__YOUR TASK__. Return the listing beneath precisely, with every line intact.
*** SOURCE INFORMATION Section Begins ***
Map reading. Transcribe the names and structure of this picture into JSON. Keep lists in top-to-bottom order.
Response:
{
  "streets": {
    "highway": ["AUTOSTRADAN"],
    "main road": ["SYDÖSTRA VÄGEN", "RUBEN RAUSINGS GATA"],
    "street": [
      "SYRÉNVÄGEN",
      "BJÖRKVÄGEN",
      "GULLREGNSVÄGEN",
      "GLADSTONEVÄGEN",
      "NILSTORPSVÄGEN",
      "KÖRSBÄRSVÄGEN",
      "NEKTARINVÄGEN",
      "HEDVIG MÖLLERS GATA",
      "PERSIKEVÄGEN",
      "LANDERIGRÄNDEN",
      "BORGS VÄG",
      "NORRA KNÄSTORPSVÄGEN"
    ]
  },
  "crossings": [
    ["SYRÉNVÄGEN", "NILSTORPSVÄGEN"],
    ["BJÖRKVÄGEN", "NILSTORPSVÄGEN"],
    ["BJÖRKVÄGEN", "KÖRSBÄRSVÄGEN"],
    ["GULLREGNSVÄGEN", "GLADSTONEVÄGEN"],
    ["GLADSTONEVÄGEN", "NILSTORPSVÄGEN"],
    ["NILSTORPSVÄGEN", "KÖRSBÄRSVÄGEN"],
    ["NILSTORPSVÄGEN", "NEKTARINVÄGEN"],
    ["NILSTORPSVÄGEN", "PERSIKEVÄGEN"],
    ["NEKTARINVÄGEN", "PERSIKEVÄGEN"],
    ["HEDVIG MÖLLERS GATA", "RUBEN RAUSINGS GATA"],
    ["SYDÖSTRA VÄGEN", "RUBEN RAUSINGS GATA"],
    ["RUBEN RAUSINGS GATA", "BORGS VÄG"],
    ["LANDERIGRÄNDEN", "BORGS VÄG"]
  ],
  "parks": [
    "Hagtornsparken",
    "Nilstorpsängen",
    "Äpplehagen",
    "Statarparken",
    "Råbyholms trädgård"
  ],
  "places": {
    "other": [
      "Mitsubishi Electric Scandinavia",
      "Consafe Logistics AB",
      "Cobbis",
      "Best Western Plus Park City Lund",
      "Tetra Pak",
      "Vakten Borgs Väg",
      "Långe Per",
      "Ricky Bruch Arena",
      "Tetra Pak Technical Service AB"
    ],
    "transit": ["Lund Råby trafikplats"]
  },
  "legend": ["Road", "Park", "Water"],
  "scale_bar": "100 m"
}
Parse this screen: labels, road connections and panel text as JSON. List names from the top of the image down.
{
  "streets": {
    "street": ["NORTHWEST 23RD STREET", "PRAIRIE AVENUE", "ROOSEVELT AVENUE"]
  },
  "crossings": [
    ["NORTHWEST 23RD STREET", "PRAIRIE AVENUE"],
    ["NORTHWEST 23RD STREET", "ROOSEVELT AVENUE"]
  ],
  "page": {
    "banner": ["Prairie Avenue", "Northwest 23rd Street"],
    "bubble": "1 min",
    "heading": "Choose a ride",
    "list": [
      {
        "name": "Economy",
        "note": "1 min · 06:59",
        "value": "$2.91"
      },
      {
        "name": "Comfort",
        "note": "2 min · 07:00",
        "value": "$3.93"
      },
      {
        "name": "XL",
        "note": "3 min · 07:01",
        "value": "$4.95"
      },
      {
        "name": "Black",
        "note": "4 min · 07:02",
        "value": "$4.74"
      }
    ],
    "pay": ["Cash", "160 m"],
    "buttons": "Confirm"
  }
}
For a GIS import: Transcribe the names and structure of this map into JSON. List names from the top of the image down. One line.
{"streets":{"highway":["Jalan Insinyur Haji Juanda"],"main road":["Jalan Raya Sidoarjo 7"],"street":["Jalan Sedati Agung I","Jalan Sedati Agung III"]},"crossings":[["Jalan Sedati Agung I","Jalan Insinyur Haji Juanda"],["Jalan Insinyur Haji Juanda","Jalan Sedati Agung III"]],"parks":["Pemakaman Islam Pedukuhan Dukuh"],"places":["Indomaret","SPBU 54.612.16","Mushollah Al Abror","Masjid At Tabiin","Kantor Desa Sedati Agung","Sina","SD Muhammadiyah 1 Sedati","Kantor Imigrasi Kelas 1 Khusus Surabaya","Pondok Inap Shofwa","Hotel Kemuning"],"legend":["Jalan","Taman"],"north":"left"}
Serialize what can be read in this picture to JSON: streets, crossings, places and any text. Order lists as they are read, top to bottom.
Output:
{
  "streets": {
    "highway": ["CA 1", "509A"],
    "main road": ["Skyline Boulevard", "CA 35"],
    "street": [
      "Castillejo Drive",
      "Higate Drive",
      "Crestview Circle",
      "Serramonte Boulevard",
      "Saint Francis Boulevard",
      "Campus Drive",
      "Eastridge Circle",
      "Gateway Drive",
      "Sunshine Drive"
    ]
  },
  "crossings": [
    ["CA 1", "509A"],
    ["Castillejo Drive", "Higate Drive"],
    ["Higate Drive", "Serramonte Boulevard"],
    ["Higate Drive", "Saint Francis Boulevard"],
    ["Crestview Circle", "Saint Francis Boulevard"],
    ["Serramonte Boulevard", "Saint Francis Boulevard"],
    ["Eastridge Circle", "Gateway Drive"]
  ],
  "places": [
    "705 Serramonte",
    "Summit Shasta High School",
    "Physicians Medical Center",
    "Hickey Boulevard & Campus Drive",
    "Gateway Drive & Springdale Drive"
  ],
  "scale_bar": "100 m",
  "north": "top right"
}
*** SOURCE INFORMATION Section Ends ***
__TASK RESULT__.
Map reading. Transcribe the names and structure of this picture into JSON. Keep lists in top-to-bottom order.
Response:
{
  "streets": {
    "highway": ["AUTOSTRADAN"],
    "main road": ["SYDÖSTRA VÄGEN", "RUBEN RAUSINGS GATA"],
    "street": [
      "SYRÉNVÄGEN",
      "BJÖRKVÄGEN",
      "GULLREGNSVÄGEN",
      "GLADSTONEVÄGEN",
      "NILSTORPSVÄGEN",
      "KÖRSBÄRSVÄGEN",
      "NEKTARINVÄGEN",
      "HEDVIG MÖLLERS GATA",
      "PERSIKEVÄGEN",
      "LANDERIGRÄNDEN",
      "BORGS VÄG",
      "NORRA KNÄSTORPSVÄGEN"
    ]
  },
  "crossings": [
    ["SYRÉNVÄGEN", "NILSTORPSVÄGEN"],
    ["BJÖRKVÄGEN", "NILSTORPSVÄGEN"],
    ["BJÖRKVÄGEN", "KÖRSBÄRSVÄGEN"],
    ["GULLREGNSVÄGEN", "GLADSTONEVÄGEN"],
    ["GLADSTONEVÄGEN", "NILSTORPSVÄGEN"],
    ["NILSTORPSVÄGEN", "KÖRSBÄRSVÄGEN"],
    ["NILSTORPSVÄGEN", "NEKTARINVÄGEN"],
    ["NILSTORPSVÄGEN", "PERSIKEVÄGEN"],
    ["NEKTARINVÄGEN", "PERSIKEVÄGEN"],
    ["HEDVIG MÖLLERS GATA", "RUBEN RAUSINGS GATA"],
    ["SYDÖSTRA VÄGEN", "RUBEN RAUSINGS GATA"],
    ["RUBEN RAUSINGS GATA", "BORGS VÄG"],
    ["LANDERIGRÄNDEN", "BORGS VÄG"]
  ],
  "parks": [
    "Hagtornsparken",
    "Nilstorpsängen",
    "Äpplehagen",
    "Statarparken",
    "Råbyholms trädgård"
  ],
  "places": {
    "other": [
      "Mitsubishi Electric Scandinavia",
      "Consafe Logistics AB",
      "Cobbis",
      "Best Western Plus Park City Lund",
      "Tetra Pak",
      "Vakten Borgs Väg",
      "Långe Per",
      "Ricky Bruch Arena",
      "Tetra Pak Technical Service AB"
    ],
    "transit": ["Lund Råby trafikplats"]
  },
  "legend": ["Road", "Park", "Water"],
  "scale_bar": "100 m"
}
Parse this screen: labels, road connections and panel text as JSON. List names from the top of the image down.
{
  "streets": {
    "street": ["NORTHWEST 23RD STREET", "PRAIRIE AVENUE", "ROOSEVELT AVENUE"]
  },
  "crossings": [
    ["NORTHWEST 23RD STREET", "PRAIRIE AVENUE"],
    ["NORTHWEST 23RD STREET", "ROOSEVELT AVENUE"]
  ],
  "page": {
    "banner": ["Prairie Avenue", "Northwest 23rd Street"],
    "bubble": "1 min",
    "heading": "Choose a ride",
    "list": [
      {
        "name": "Economy",
        "note": "1 min · 06:59",
        "value": "$2.91"
      },
      {
        "name": "Comfort",
        "note": "2 min · 07:00",
        "value": "$3.93"
      },
      {
        "name": "XL",
        "note": "3 min · 07:01",
        "value": "$4.95"
      },
      {
        "name": "Black",
        "note": "4 min · 07:02",
        "value": "$4.74"
      }
    ],
    "pay": ["Cash", "160 m"],
    "buttons": "Confirm"
  }
}
For a GIS import: Transcribe the names and structure of this map into JSON. List names from the top of the image down. One line.
{"streets":{"highway":["Jalan Insinyur Haji Juanda"],"main road":["Jalan Raya Sidoarjo 7"],"street":["Jalan Sedati Agung I","Jalan Sedati Agung III"]},"crossings":[["Jalan Sedati Agung I","Jalan Insinyur Haji Juanda"],["Jalan Insinyur Haji Juanda","Jalan Sedati Agung III"]],"parks":["Pemakaman Islam Pedukuhan Dukuh"],"places":["Indomaret","SPBU 54.612.16","Mushollah Al Abror","Masjid At Tabiin","Kantor Desa Sedati Agung","Sina","SD Muhammadiyah 1 Sedati","Kantor Imigrasi Kelas 1 Khusus Surabaya","Pondok Inap Shofwa","Hotel Kemuning"],"legend":["Jalan","Taman"],"north":"left"}
Serialize what can be read in this picture to JSON: streets, crossings, places and any text. Order lists as they are read, top to bottom.
Output:
{
  "streets": {
    "highway": ["CA 1", "509A"],
    "main road": ["Skyline Boulevard", "CA 35"],
    "street": [
      "Castillejo Drive",
      "Higate Drive",
      "Crestview Circle",
      "Serramonte Boulevard",
      "Saint Francis Boulevard",
      "Campus Drive",
      "Eastridge Circle",
      "Gateway Drive",
      "Sunshine Drive"
    ]
  },
  "crossings": [
    ["CA 1", "509A"],
    ["Castillejo Drive", "Higate Drive"],
    ["Higate Drive", "Serramonte Boulevard"],
    ["Higate Drive", "Saint Francis Boulevard"],
    ["Crestview Circle", "Saint Francis Boulevard"],
    ["Serramonte Boulevard", "Saint Francis Boulevard"],
    ["Eastridge Circle", "Gateway Drive"]
  ],
  "places": [
    "705 Serramonte",
    "Summit Shasta High School",
    "Physicians Medical Center",
    "Hickey Boulevard & Campus Drive",
    "Gateway Drive & Springdale Drive"
  ],
  "scale_bar": "100 m",
  "north": "top right"
}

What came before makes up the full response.